What you should do: Copy out each line containing "fill" from the entries below.
|---|
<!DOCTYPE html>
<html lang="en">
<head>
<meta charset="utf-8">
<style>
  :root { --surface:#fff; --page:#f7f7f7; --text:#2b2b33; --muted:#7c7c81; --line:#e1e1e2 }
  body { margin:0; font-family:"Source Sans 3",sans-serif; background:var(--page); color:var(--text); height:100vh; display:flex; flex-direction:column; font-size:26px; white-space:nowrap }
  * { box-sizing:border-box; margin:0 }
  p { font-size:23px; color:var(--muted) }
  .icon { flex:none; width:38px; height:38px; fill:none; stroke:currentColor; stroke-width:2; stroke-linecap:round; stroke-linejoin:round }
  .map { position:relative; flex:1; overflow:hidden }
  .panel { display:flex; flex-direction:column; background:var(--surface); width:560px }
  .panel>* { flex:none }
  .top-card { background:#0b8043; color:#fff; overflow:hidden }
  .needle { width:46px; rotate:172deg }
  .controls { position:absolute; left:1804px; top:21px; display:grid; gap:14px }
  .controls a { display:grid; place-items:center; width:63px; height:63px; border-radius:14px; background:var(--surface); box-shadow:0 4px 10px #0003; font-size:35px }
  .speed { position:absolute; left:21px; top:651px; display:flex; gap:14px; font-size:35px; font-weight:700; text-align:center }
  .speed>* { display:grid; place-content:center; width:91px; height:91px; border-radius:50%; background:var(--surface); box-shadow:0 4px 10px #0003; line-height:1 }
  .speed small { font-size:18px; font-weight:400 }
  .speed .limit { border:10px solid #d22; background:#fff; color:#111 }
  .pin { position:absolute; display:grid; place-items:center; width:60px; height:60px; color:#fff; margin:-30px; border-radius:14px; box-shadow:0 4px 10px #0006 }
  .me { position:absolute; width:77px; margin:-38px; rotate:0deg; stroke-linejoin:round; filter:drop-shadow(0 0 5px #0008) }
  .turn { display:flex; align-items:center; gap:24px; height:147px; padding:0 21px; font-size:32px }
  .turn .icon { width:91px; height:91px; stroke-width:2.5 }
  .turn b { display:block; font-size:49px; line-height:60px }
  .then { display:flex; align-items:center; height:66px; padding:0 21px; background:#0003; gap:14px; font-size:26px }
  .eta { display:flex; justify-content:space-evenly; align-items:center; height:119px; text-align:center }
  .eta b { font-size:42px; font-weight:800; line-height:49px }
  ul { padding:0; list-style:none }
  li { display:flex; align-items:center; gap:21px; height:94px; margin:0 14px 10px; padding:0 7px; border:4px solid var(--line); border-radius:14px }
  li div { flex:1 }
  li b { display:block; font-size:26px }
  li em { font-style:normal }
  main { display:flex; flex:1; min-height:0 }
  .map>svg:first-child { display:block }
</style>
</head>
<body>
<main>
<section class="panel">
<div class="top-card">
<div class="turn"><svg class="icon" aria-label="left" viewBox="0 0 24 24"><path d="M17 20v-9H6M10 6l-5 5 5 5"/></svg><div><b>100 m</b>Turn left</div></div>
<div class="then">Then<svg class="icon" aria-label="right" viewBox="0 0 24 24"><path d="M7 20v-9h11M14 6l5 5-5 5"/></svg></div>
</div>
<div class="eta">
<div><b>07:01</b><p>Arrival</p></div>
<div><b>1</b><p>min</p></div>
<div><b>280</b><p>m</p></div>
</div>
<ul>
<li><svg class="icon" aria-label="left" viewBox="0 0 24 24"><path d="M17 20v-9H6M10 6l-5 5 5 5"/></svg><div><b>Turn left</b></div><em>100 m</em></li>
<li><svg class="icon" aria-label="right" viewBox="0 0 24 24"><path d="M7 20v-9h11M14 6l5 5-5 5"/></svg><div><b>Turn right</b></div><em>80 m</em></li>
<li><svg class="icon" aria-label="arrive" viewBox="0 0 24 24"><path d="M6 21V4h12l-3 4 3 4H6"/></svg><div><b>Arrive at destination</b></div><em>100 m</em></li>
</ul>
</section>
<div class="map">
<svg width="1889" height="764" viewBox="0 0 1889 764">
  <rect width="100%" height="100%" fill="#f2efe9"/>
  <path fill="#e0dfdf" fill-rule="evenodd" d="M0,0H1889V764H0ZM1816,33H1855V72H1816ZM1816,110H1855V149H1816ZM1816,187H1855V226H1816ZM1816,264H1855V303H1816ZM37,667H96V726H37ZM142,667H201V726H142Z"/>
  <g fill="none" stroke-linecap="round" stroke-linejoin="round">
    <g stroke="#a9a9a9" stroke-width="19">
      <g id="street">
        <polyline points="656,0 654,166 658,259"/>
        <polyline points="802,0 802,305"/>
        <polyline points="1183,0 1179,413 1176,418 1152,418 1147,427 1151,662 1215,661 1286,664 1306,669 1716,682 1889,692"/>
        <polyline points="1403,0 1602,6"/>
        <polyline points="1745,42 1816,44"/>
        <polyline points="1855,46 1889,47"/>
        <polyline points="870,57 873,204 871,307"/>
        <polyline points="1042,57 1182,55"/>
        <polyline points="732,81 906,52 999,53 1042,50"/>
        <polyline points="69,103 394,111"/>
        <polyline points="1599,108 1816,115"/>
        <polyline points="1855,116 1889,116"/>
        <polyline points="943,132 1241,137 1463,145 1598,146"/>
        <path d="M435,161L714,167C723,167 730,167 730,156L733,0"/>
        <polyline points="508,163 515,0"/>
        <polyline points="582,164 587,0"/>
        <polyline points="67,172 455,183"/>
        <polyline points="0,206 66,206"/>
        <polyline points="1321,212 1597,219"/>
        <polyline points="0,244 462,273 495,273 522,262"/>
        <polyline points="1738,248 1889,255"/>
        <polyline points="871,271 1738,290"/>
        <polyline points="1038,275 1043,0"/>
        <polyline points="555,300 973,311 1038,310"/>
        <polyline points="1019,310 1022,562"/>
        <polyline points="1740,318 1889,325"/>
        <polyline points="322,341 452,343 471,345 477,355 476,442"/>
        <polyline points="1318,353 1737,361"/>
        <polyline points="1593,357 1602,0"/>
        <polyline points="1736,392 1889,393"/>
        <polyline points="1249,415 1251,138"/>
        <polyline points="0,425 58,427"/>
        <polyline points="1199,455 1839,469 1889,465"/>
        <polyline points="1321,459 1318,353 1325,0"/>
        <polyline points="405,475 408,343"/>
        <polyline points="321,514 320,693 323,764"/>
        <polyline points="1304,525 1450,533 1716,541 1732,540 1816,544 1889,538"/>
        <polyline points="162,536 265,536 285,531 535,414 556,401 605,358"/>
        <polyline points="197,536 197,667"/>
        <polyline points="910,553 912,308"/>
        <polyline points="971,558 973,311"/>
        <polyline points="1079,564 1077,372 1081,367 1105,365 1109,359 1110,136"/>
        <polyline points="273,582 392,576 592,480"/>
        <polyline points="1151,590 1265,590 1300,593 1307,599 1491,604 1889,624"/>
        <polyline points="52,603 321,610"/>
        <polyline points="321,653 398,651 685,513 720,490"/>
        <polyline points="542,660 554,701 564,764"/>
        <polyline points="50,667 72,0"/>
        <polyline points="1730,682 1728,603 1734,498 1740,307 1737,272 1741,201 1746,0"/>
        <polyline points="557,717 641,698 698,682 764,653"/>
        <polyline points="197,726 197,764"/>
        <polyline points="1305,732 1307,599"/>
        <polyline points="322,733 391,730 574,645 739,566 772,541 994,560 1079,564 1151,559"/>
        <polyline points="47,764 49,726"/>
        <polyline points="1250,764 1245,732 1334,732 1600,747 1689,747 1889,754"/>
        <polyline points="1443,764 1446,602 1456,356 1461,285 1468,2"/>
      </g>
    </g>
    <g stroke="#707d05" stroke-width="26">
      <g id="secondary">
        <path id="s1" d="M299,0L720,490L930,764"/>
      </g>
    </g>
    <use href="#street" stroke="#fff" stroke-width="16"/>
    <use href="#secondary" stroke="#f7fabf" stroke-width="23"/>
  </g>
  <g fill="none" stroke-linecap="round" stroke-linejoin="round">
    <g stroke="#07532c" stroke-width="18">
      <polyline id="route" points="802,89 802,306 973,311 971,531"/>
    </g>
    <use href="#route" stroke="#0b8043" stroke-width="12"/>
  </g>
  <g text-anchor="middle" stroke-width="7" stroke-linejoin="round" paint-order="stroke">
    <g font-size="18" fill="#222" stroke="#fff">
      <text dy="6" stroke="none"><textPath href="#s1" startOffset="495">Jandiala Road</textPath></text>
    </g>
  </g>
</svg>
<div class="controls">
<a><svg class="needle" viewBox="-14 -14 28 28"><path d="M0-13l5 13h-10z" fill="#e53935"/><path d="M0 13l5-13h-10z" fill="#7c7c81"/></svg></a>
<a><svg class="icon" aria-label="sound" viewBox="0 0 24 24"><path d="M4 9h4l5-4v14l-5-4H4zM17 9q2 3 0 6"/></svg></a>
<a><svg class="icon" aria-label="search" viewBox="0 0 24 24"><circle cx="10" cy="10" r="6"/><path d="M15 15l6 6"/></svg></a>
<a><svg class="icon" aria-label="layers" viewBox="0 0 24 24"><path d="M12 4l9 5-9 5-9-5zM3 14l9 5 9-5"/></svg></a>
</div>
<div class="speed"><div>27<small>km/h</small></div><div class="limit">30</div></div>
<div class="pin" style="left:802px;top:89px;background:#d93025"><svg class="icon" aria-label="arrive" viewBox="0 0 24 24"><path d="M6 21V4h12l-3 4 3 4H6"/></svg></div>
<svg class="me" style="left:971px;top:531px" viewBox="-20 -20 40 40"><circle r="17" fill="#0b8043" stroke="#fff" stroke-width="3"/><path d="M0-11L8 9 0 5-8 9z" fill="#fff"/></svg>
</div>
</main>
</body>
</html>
|---|
Task result:
  .icon { flex:none; width:38px; height:38px; fill:none; stroke:currentColor; stroke-width:2; stroke-linecap:round; stroke-linejoin:round }
  <rect width="100%" height="100%" fill="#f2efe9"/>
  <path fill="#e0dfdf" fill-rule="evenodd" d="M0,0H1889V764H0ZM1816,33H1855V72H1816ZM1816,110H1855V149H1816ZM1816,187H1855V226H1816ZM1816,264H1855V303H1816ZM37,667H96V726H37ZM142,667H201V726H142Z"/>
  <g fill="none" stroke-linecap="round" stroke-linejoin="round">
  <g fill="none" stroke-linecap="round" stroke-linejoin="round">
    <g font-size="18" fill="#222" stroke="#fff">
<a><svg class="needle" viewBox="-14 -14 28 28"><path d="M0-13l5 13h-10z" fill="#e53935"/><path d="M0 13l5-13h-10z" fill="#7c7c81"/></svg></a>
<svg class="me" style="left:971px;top:531px" viewBox="-20 -20 40 40"><circle r="17" fill="#0b8043" stroke="#fff" stroke-width="3"/><path d="M0-11L8 9 0 5-8 9z" fill="#fff"/></svg>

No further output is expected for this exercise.